Germany passes contentious disability law
December 1, 2016The Bundestag on Thursday passed the long-gestating Bundesteilhabegesetz ("federal participation law") following months of campaigning and debate. Labor Minister Andrea Nahles, whose department conceived the bill, welcomed the new law as a "big, courageous step and nothing less than a system change" as well as part of a "series of important political milestones on the way to an inclusive society."
The opposition Left party, meanwhile, was less than enthusiastic, describing the new law as no more than a "beginning" that failed to live up to Nahles' promise to help people with disabilities to engage in the job market. Too much of the law, said Left party parliamentary leader Dietmar Bartsch, would leave seriously disabled people at risk of "being stuck in a home."

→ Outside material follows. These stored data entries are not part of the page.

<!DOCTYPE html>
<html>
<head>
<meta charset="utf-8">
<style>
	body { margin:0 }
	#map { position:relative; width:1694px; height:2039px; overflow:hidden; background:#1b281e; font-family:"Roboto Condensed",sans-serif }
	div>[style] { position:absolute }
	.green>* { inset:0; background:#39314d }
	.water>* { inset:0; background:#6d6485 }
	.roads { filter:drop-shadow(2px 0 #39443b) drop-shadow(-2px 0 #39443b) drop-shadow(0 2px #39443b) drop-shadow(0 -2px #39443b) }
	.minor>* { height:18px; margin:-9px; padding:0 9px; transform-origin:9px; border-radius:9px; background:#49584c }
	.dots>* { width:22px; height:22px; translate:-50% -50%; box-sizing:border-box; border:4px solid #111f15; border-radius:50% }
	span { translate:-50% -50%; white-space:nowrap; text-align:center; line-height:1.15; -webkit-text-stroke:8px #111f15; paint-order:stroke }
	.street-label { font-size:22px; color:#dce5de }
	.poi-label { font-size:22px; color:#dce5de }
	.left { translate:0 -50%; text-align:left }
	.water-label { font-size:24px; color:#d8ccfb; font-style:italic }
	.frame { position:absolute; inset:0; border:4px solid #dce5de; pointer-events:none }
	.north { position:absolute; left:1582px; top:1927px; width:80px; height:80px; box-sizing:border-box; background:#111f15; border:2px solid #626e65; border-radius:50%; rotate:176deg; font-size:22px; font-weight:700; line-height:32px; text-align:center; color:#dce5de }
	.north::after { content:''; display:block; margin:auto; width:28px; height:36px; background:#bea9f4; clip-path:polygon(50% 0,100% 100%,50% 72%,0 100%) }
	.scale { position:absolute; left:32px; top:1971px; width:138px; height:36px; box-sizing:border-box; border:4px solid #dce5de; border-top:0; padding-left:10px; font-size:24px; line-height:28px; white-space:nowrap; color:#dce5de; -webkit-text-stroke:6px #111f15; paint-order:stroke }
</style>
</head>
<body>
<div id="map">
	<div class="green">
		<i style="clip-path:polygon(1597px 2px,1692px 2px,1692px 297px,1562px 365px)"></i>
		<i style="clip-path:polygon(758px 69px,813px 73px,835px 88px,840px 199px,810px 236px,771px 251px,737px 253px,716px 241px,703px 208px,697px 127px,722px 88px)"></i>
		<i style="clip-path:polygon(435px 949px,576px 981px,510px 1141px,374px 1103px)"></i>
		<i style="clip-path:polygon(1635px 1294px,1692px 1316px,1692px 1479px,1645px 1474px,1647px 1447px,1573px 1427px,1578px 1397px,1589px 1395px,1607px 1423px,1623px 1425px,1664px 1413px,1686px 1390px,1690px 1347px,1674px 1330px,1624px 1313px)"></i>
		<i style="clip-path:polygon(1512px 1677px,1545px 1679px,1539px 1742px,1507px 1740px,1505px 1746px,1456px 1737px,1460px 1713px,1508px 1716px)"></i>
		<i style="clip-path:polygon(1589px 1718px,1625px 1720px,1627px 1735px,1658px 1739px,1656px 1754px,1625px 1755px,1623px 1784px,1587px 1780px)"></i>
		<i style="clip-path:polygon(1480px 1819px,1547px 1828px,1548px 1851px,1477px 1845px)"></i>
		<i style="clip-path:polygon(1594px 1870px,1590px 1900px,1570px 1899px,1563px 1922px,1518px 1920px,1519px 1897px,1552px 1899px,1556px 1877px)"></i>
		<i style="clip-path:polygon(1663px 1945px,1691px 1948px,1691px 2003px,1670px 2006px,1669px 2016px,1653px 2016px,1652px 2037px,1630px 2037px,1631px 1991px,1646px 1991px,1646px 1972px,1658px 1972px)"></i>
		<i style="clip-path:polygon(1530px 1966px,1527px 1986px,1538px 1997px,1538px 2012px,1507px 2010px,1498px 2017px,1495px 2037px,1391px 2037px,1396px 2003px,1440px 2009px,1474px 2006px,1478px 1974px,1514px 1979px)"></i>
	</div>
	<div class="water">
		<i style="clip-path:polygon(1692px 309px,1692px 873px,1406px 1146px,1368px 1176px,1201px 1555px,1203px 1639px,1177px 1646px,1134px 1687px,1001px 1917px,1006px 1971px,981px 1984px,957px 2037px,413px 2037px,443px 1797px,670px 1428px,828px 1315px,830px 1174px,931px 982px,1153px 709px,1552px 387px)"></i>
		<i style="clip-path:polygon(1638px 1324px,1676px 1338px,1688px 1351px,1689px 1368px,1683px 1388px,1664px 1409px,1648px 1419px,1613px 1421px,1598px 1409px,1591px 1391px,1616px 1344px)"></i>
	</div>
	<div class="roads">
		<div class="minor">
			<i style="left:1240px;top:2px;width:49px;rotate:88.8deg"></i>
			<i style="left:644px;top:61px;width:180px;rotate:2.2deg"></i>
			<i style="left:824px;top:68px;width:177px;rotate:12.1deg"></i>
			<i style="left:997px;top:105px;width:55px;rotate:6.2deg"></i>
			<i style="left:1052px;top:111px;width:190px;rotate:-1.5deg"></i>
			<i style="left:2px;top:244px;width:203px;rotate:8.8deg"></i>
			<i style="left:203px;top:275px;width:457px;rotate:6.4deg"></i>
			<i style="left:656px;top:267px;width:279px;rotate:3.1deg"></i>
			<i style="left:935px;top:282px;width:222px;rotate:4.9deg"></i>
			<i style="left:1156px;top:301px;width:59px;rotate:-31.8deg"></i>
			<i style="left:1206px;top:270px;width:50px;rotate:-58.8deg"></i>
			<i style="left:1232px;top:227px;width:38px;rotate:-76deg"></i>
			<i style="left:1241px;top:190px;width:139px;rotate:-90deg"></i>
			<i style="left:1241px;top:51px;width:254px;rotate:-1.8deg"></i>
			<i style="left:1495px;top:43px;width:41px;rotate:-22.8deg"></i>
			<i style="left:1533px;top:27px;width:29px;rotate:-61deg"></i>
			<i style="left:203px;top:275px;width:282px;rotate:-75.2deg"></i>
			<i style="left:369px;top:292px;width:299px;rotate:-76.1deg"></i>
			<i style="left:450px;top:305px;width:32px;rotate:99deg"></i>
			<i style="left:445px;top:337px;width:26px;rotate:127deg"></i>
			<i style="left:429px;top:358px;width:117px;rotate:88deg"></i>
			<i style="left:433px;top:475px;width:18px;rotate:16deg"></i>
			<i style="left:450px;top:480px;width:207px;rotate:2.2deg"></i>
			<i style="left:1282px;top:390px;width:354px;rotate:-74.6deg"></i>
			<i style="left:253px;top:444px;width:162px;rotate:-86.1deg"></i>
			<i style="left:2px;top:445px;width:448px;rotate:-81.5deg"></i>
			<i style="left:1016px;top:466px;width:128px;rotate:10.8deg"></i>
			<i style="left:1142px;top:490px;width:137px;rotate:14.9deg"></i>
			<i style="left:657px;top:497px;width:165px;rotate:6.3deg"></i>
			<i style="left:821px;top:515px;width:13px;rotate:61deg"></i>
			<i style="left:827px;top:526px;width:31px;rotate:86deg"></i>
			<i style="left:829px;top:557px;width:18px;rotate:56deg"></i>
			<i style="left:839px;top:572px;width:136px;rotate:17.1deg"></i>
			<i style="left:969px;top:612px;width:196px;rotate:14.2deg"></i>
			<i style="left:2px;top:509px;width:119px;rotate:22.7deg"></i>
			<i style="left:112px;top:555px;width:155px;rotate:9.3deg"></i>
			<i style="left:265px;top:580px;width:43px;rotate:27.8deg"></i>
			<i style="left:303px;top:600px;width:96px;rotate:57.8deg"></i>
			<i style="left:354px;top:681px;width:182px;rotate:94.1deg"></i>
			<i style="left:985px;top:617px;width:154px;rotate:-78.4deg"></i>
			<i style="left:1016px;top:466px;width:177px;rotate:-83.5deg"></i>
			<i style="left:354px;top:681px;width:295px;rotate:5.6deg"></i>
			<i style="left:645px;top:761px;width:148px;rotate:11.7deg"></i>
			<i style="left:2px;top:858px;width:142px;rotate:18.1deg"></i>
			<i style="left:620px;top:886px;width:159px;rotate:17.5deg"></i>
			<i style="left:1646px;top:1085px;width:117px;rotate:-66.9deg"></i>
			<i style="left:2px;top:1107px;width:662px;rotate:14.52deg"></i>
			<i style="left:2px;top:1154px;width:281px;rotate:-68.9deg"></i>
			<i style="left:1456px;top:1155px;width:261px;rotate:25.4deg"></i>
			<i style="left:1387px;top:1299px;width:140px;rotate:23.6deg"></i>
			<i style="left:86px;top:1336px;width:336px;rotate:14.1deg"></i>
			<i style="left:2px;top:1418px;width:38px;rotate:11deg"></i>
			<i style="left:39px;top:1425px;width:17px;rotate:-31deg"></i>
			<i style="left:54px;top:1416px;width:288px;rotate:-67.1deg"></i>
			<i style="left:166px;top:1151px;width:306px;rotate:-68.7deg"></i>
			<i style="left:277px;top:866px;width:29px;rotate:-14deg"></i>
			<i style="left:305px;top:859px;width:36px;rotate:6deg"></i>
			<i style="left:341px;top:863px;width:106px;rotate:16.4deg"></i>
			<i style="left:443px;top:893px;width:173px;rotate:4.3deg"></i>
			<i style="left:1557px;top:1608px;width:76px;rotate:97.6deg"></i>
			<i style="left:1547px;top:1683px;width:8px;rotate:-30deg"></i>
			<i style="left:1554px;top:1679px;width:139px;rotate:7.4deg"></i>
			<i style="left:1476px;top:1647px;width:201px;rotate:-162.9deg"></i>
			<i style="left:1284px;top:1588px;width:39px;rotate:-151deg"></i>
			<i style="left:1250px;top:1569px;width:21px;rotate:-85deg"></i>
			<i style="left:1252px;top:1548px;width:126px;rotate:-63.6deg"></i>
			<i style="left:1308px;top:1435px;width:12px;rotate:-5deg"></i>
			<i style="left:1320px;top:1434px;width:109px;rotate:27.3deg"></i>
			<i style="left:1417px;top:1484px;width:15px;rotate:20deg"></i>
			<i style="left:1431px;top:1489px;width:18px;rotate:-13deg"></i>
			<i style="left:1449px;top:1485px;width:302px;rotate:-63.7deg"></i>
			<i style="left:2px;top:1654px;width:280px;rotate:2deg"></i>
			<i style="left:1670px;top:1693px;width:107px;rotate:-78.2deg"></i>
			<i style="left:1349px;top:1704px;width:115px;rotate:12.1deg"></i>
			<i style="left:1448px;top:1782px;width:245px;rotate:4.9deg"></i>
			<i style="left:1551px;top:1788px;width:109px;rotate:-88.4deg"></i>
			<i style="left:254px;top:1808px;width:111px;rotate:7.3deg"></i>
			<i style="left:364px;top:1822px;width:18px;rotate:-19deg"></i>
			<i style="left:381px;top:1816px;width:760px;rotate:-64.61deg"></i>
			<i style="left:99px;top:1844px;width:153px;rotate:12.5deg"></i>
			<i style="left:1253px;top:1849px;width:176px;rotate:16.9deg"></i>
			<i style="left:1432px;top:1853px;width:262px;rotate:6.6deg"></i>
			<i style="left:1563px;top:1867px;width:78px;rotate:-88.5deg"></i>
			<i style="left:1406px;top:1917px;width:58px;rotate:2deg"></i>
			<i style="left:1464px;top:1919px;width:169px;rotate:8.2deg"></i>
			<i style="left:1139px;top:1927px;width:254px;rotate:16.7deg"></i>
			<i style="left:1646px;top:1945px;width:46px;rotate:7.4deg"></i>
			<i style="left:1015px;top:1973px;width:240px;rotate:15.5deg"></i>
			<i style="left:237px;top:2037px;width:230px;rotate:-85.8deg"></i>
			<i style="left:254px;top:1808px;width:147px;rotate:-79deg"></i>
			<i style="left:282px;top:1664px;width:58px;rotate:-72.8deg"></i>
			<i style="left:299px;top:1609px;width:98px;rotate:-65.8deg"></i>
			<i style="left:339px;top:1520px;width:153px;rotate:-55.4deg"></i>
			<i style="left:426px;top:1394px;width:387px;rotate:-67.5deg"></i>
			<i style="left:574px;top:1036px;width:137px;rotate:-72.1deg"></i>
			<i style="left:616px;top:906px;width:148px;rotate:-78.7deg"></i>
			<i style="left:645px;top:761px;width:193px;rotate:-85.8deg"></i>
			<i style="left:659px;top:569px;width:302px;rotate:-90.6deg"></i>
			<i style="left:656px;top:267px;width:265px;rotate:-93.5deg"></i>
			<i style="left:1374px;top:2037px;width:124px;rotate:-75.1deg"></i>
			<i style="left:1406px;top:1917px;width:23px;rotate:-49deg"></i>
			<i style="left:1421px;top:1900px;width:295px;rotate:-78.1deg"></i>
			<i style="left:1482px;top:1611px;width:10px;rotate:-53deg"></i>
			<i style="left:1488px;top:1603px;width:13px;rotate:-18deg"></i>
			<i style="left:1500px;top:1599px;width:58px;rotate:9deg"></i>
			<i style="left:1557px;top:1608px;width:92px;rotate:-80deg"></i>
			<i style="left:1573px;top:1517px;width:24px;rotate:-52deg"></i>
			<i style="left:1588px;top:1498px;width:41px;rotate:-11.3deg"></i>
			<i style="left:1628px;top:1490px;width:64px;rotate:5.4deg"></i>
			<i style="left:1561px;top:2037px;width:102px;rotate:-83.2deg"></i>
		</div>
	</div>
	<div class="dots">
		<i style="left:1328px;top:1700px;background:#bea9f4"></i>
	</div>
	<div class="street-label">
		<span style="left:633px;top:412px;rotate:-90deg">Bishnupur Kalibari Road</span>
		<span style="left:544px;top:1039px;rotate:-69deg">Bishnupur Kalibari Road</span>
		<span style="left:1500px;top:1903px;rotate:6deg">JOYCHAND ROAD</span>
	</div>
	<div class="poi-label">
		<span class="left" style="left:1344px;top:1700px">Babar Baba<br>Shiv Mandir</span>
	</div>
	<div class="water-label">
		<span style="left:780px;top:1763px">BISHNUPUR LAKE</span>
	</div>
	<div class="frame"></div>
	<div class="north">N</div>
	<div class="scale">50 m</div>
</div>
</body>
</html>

The dream of self-determination
The law could potentially have a major impact: some 10.2 million Germans (more than 10 percent of the population) live with some form of disability, of which 7.5 million are categorized as "seriously disabled." Designed to implement the United Nations' 2008 Convention on the Rights of Persons with Disabilities, the point of the law was to re-organize disability benefits in a way that aids self-determination.
Up until now, the system left many disabled people worse off than those on unemployment benefits. Now, seriously disabled people will be allowed to keep a considerably bigger personal fortune and still be eligible for benefits - 25,000 euros ($26,600), and going up to 50,000 euros by 2020 - and a partner's income will no longer be taken as a factor. Furthermore, the government has also introduced new financial incentives for firms willing to employ people with disabilities.
Similarly, disability benefits will be granted regardless of where an individual chooses to live - until now, people with certain disabilities could only receive financial support if they lived in a care home.
Some charities welcomed the new law - notably the large Caritas group, whose president, Peter Neher, welcomed the fact that organizations like his had been consulted. But Ottmar Miles-Paul, spokesman for the "teilhabegesetz.org," was very unhappy, and alleged that after some initial talks, rights groups had been shut out for nine months while the bill was drawn up.
"Even though we fought really hard to get changes to [the first draft of] the law, which was very bad and very dangerous for some disabled people, and had a few successes, the law still gives the administration a chance to put disabled people in institutions," he told DW. "It's nice to talk, but if you talk, it should also have some results."
"Disabled people in Germany are still very often institutionalized," he added."Many disabled people have to live and work in institutions for disabled people like in care homes, group homes and work in big so-called sheltered workshops."
"The new law still gives the administration the chance to say: you are too expensive and we'd rather you move into an institution," he added. "That has nothing to do with what the UN Convention says."
Tough campaign
The law has seen a tortuous, complicated birth, with the government making some 68 alterations during its conception. Pressure groups were able to affect one significant change at the last minute - canceling a plan to cut benefits if disabled people had their lives limited in "only" five of nine areas of life, or fewer - (learning, social interaction, mobility, domestic care, etc). This measure would have directly disadvantaged the sight and hearing impaired.
Despite the ministry's declared intentions, Miles-Paul believes that on some points the law actually makes people less independent. "Disabled people have a right to their own assistant - people with disabilities fought very hard for this - now the law gives the chance for local authorities to say: okay, you have to share your personal assistant with your neighbor or someone in your neighborhood," he said. "It often happens like this in group homes: that many disabled people have to go to the same restaurant, movie or theater together."
Equally, under the new law disabled people who do voluntary work have to show that friends and neighbors can't help them before they are entitled to benefits.
Though Miles-Paul admitted that the new law did contain some important improvements - better counseling centers offering advice on rights and how to get into the labor market - he said these measures did not go far enough.
Germany has a fairly good reputation among European countries for the participation of those with disabilities in society - its access regulations, for instance, are fairly advanced. But as Miles-Paul explained, Sweden has been more successful in getting rid of big institutions - disabled people are much more likely to live in their own homes or smaller shared apartments.
"Germany is dominated by this old way of thinking in institutions," he said. "If you go to an administration, they say: this is a problem - oh, we have this institution and the problem is solved. It's much harder to find ways for people to live independently in the community."